▸ **Available data**
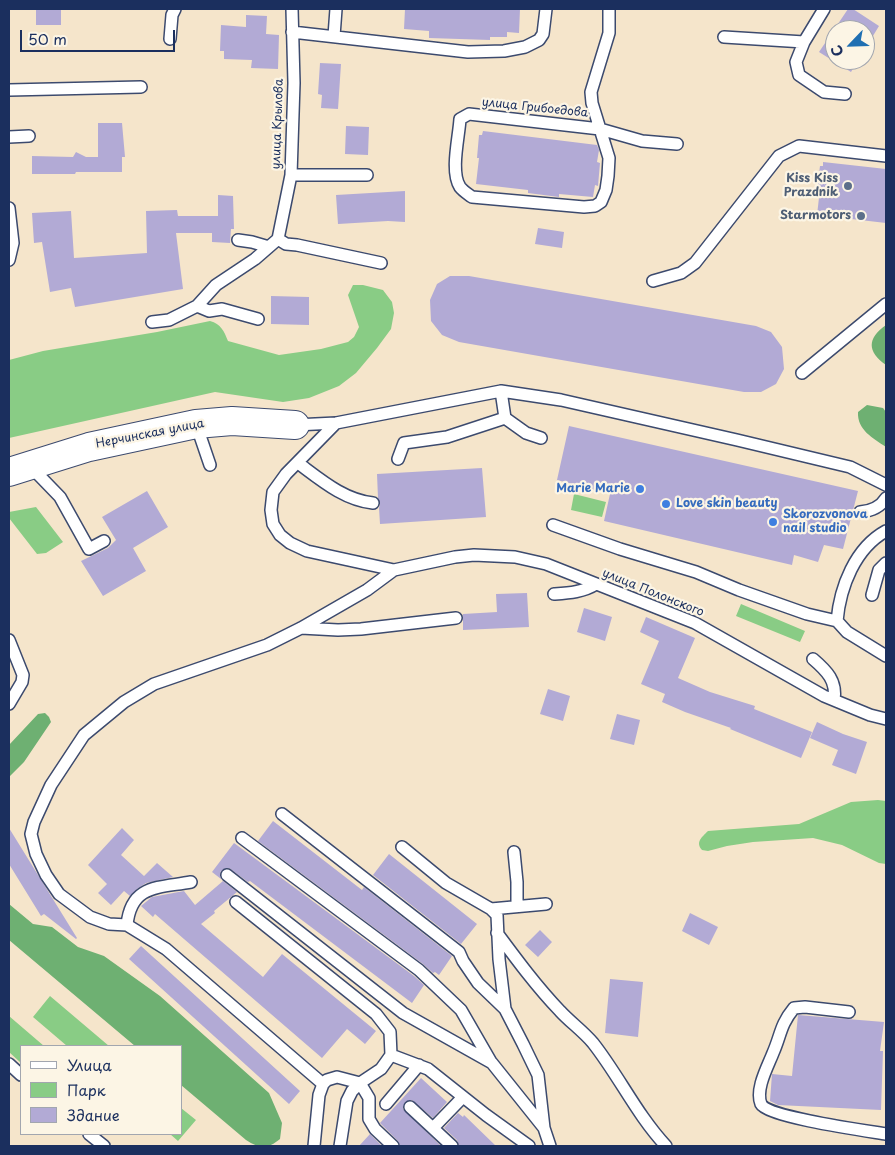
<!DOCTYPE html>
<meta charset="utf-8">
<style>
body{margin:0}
#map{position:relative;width:895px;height:1155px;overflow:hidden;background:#f5e5cb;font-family:"Playpen Sans",sans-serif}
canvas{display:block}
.frame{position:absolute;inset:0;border:10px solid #1b2f5e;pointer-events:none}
.legend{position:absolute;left:20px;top:1045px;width:162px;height:90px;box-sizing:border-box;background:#fcf5e5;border:1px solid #a2a6af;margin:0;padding:6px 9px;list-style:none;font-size:15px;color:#1b2f5e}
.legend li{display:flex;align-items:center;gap:10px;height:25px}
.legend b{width:25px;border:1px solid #a2a6af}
.north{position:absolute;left:825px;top:20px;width:50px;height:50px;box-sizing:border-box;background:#fcf5e5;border:1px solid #a2a6af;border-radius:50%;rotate:246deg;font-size:14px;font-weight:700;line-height:20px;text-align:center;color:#1b2f5e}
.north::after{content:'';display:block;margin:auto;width:18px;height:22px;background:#1f6fb2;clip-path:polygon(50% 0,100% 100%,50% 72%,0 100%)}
.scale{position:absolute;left:20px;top:30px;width:155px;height:22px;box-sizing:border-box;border:2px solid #1b2f5e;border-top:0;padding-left:6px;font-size:15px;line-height:18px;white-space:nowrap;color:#1b2f5e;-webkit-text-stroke:4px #fcf5e5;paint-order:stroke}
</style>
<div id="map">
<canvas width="895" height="1155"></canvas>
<div class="frame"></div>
<ul class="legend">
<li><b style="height:6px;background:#fff"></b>Улица</li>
<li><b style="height:14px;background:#89cc85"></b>Парк</li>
<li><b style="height:14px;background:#b2aad5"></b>Здание</li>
</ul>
<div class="north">С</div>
<div class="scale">50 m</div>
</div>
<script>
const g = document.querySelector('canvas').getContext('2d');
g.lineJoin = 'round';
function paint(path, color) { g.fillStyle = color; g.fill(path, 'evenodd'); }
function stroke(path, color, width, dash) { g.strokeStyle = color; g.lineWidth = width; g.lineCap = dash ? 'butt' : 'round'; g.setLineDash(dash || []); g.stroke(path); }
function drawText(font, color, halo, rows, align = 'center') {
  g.font = font + ' "Playpen Sans",sans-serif'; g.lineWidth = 4.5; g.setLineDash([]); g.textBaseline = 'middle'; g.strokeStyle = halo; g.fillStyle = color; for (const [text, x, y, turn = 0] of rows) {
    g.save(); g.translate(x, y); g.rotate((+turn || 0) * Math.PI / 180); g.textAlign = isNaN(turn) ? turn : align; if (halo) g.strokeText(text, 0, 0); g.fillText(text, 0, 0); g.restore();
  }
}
paint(new Path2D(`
 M353,285h10l20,5 9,12 2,11 -3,16 -14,19 -21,25 -17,13 -30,12 -26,4 -68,-10 -206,46v-78l34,-9 114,-19 53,-11c11,3 14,10 18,20l51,14 42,-6 27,-7 6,-5 5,-10 -11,-32z
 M574,494l32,8 -4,15 -31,-7z
 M36,507l27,35 -17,11 -9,1 -28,-36v-6z
 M741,604l64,27 -5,11 -64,-26z
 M878,800l8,1v63l-7,-1 -37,-18 -29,-7 -60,4 -26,4 -19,5 -6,-1c-7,-8 0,-13 6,-19l91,-7 52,-22z
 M50,996l59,50h-42l-34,-29z
 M9,1016l35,30h-23v17l-12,-11z
 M181,1108l15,12 -18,21 -8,-7h11z`), '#89cc85');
paint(new Path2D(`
 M886,325v40c-19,-13 -19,-27 0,-40z
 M867,405l16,3 3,4v35c-13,-9 -29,-17 -28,-35z
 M45,713l4,4 2,5 -27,40 -15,15v-32l29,-31z
 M9,904l24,20 19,3 26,20 26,9 56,40 109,97 13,30 -2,16c-12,10 -20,10 -34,1l-65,-55v-39h-46l-126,-106z`), '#6eb072');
paint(new Path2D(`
 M36,9h25v16h-25z
 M405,9h115l-1,24 -12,-1v5h-17v3l-61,-2v-7l-25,-2z
 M848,9h5l26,17 -14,23v-19h-30v30h23l-7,12 -32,-20z
 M246,15l21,1 -1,18 13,1 -1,34 -27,-1 1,-8 -28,-1v-8h-4l1,-26 25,2z
 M320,63l21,1 -3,45 -17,-1 1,-13 -4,-1z
 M98,123h24l3,34h-3v15h-46l-1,2h-43v-18l41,1 3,-5 10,5h12z
 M346,126l23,1 -1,28 -23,-1z
 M483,131l114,14 2,5 -2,12 3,1 -2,23 -3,-1 -2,12 -34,-3v3l-31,-4v-3l-52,-6 3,-26h-2l2,-23h3z
 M823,162l63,7v54l-69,-8 3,-26h-3l3,-23h3z
 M405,191v31l-17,-1 -50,3 -2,-29z
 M218,195l15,1 1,33h-3l-1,14 -18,-1v-9h-36l7,56 -108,18 -4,-19 -21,4 -8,-50 -8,1 -2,-30 39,-2 3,47 73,-5 -1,-42 31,-1 1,6h40z
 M538,228l26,4 -2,16 -27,-4z
 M450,276h19l287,50 15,6 11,15 2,22 -8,15 -15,8h-17l-285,-50 -17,-7 -11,-14 -1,-21 7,-16z
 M271,296l38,1v28l-38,-1z
 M569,426l289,65 -15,58 -19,-4 -6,17 -24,-7 -2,10 -188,-44 6,-27 -53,-14z
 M482,468l4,49 -106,7 -1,-16 1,-4 -2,-6 -1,-24z
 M147,491l21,36 -35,21 13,23 -43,25 -22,-35 27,-13 8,-8 -14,-23z
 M527,593l2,34 -66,3v-16l34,-2 -1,-18z
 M584,608l28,9 -7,24 -28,-9z
 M646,617l49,21 -17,40 32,14 45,14 -1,3 58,23 -11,26 -71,-29 1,-1 -46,-16 -23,-10 3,-8 -24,-10 18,-43 -19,-9z
 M548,689l22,7 -7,25 -23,-7z
 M617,714l23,6 -6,25 -24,-6z
 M817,722l26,12 24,8 -11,32 -24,-9 6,-15 -28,-12z
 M273,821l89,69 2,-3 88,69 -13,19 -4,-3 -2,1 -10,-9 -165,-123z
 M9,828l68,110 -1,1 -32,-25 -3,2 -32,-52z
 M122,828l12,12 -13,15 23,21 13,-13 16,14 -27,6 -9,6 -7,7 -6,-5 -13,14 -13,-12 9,-9 -19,-19z
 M234,843l180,133 10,9 -12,18 -162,-122 -2,1 -19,-14 -8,3 -1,3 1,5 -9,-7z
 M389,854l88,70 -16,20 -88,-69z
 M223,881l14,11 -23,19 1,2 -14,11 62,53 19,-23 94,77 -11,13 -18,-15 -25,29 -167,-144 -2,3 -12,-11 11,-9 32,-6 11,14z
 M690,913l28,14 -9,18 -27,-14z
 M540,930l12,12 -14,15 -13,-12z
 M141,946l159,145 -11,13 -160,-145z
 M610,979l33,3 -5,55 -33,-4z
 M798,1015l86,7 -4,29h3l-2,59 -103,-5 -8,-4 2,-27 20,2z
 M421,1078l26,24 -14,16 -21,-18 -7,2 -2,7 38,37h-41l-2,-5 -18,-18z
 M458,1113l5,4 1,-2 32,31h-37l-2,-6 -13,-12z
 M370,1134l12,12h-23z`), '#b2aad5');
const service = new Path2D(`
 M609,9v24l-18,59 1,11 17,55 -1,18 -2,14 -5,12 -6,4 -11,1 -112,-10c-4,-3 -9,-6 -12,-10 -10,-15 -1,-50 0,-68l9,-5 131,15 42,12 35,3
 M824,9l-20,33 -8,20 3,13 25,17 21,2
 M292,32l176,20 36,-1 21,-4 14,-7 4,-6 3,-25
 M334,36l2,-27
 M724,37l80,5
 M170,39l2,-24 3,-6
 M9,90l132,-3
 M9,137l20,-1
 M291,175h76
 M9,208l4,35 -4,17
 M278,239l13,-64 3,-92 -2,-74
 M278,239l8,5 11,1 84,18
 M238,240l14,2 17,5
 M653,281l28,-8 14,-10 84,-107 20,-10 87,10
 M197,306l12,5 13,-2 36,10
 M152,322l17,-2 28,-14 19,-21 39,-26 23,-20
 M802,373l84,-69
 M501,391l4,27 21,15 15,5
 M336,423l-50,51 -13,18 -2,18 2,14 7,11 10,8 17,8 87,19 61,-13 19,-2 41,2 31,7 149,59 129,73 46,19 16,4
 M196,424l14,41
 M295,425l41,-2 165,-32 60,9 176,40 113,27 36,18
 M398,459l6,-16 43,-6 58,-19
 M298,463c23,17 46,37 75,40
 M30,466l30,31 29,52 15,-8
 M860,512c11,-1 20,-4 26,-14
 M553,525l67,24 76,23 43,18 68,24 30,7 10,11 39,24
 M554,594c14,-1 30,-2 42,-10
 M872,595l7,-25 7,-7
 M837,621c3,-34 18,-73 49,-90
 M301,628l37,2 23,-1 95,-11
 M9,640l14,35 -1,7 -13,22
 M813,659c14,12 24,22 21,41
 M282,814l177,138 4,9 15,22 27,26 18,35 15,31 6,53
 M242,838l177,132 42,40 30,52
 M402,847l44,36 45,26 6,6 2,44 6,50
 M514,852l3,30v24
 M227,875l176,138 89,50 52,65 6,18
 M236,902l140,112 14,18 1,23
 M491,909l55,-5
 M127,925c4,-41 32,-37 64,-43
 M497,933c20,27 40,54 63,78 10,11 23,20 33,32 26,33 44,72 73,103
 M849,1012l-44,-5 -11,1c-14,17 -13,27 -21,45 -5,13 -18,36 -12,51 6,13 107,27 125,30
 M9,1064l12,11
 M323,1084l-157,-135 -39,-24 -18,-1 -19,-7 -31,-23 -13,-19 -10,-21 -5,-20 3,-12 17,-37 33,-50 40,-33 30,-18 113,-39 34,-17 66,-38 27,-20
 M386,1104l33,-39
 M410,1107l42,39
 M433,1128l30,-31
 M89,1134l15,12
 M314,1146l5,-51 4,-11 4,-4 10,-3 23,6 -8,8 -5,10 -7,45
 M393,1146l-18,-17 -6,-10v-21l-9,-15 21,-14 10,-14 37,14 58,46 43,31`);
const tertiary = new Path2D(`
 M9,472l80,-25 107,-23 36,-3 63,4`);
stroke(service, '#3c4a6e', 14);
stroke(tertiary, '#3c4a6e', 30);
stroke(service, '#fff', 11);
stroke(tertiary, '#fff', 28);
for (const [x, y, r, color] of [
 [848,186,5,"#5c6f8a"],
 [861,216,5,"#5c6f8a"],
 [640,489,5,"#3f7fe0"],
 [666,504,5,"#3f7fe0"],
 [773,522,5,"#3f7fe0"]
]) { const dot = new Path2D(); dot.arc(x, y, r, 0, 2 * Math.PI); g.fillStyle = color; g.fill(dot); stroke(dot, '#fcf5e5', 2); }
drawText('12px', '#1b2f5e', '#fcf5e5', [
 ["улица Грибоедова",535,108,6],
 ["улица Крылова",278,124,-88],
 ["Нерчинская улица",150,434,-11],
 ["улица Полонского",653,593,22]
]);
drawText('bold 12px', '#4e5e75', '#fcf5e5', [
 ["Kiss Kiss",838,179],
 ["Prazdnik",838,193],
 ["Starmotors",851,216]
], 'right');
drawText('bold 12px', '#366cbe', '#fcf5e5', [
 ["Marie Marie",630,489,"right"],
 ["Love skin beauty",676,504],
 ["Skorozvonova",783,515],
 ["nail studio",783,529]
], 'left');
</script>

▸ **Brief**
Here the job is to set down exactly the lines of the material above that fall between the one with "M823,162l63,7v54l-69,-8 3,-26h-3l3,-23h3z" and the one with "M196,424l14,41", inclusive, and nothing beyond them.

▸ **Solution to the exercise**
 M823,162l63,7v54l-69,-8 3,-26h-3l3,-23h3z
 M405,191v31l-17,-1 -50,3 -2,-29z
 M218,195l15,1 1,33h-3l-1,14 -18,-1v-9h-36l7,56 -108,18 -4,-19 -21,4 -8,-50 -8,1 -2,-30 39,-2 3,47 73,-5 -1,-42 31,-1 1,6h40z
 M538,228l26,4 -2,16 -27,-4z
 M450,276h19l287,50 15,6 11,15 2,22 -8,15 -15,8h-17l-285,-50 -17,-7 -11,-14 -1,-21 7,-16z
 M271,296l38,1v28l-38,-1z
 M569,426l289,65 -15,58 -19,-4 -6,17 -24,-7 -2,10 -188,-44 6,-27 -53,-14z
 M482,468l4,49 -106,7 -1,-16 1,-4 -2,-6 -1,-24z
 M147,491l21,36 -35,21 13,23 -43,25 -22,-35 27,-13 8,-8 -14,-23z
 M527,593l2,34 -66,3v-16l34,-2 -1,-18z
 M584,608l28,9 -7,24 -28,-9z
 M646,617l49,21 -17,40 32,14 45,14 -1,3 58,23 -11,26 -71,-29 1,-1 -46,-16 -23,-10 3,-8 -24,-10 18,-43 -19,-9z
 M548,689l22,7 -7,25 -23,-7z
 M617,714l23,6 -6,25 -24,-6z
 M817,722l26,12 24,8 -11,32 -24,-9 6,-15 -28,-12z
 M273,821l89,69 2,-3 88,69 -13,19 -4,-3 -2,1 -10,-9 -165,-123z
 M9,828l68,110 -1,1 -32,-25 -3,2 -32,-52z
 M122,828l12,12 -13,15 23,21 13,-13 16,14 -27,6 -9,6 -7,7 -6,-5 -13,14 -13,-12 9,-9 -19,-19z
 M234,843l180,133 10,9 -12,18 -162,-122 -2,1 -19,-14 -8,3 -1,3 1,5 -9,-7z
 M389,854l88,70 -16,20 -88,-69z
 M223,881l14,11 -23,19 1,2 -14,11 62,53 19,-23 94,77 -11,13 -18,-15 -25,29 -167,-144 -2,3 -12,-11 11,-9 32,-6 11,14z
 M690,913l28,14 -9,18 -27,-14z
 M540,930l12,12 -14,15 -13,-12z
 M141,946l159,145 -11,13 -160,-145z
 M610,979l33,3 -5,55 -33,-4z
 M798,1015l86,7 -4,29h3l-2,59 -103,-5 -8,-4 2,-27 20,2z
 M421,1078l26,24 -14,16 -21,-18 -7,2 -2,7 38,37h-41l-2,-5 -18,-18z
 M458,1113l5,4 1,-2 32,31h-37l-2,-6 -13,-12z
 M370,1134l12,12h-23z`), '#b2aad5');
const service = new Path2D(`
 M609,9v24l-18,59 1,11 17,55 -1,18 -2,14 -5,12 -6,4 -11,1 -112,-10c-4,-3 -9,-6 -12,-10 -10,-15 -1,-50 0,-68l9,-5 131,15 42,12 35,3
 M824,9l-20,33 -8,20 3,13 25,17 21,2
 M292,32l176,20 36,-1 21,-4 14,-7 4,-6 3,-25
 M334,36l2,-27
 M724,37l80,5
 M170,39l2,-24 3,-6
 M9,90l132,-3
 M9,137l20,-1
 M291,175h76
 M9,208l4,35 -4,17
 M278,239l13,-64 3,-92 -2,-74
 M278,239l8,5 11,1 84,18
 M238,240l14,2 17,5
 M653,281l28,-8 14,-10 84,-107 20,-10 87,10
 M197,306l12,5 13,-2 36,10
 M152,322l17,-2 28,-14 19,-21 39,-26 23,-20
 M802,373l84,-69
 M501,391l4,27 21,15 15,5
 M336,423l-50,51 -13,18 -2,18 2,14 7,11 10,8 17,8 87,19 61,-13 19,-2 41,2 31,7 149,59 129,73 46,19 16,4
 M196,424l14,41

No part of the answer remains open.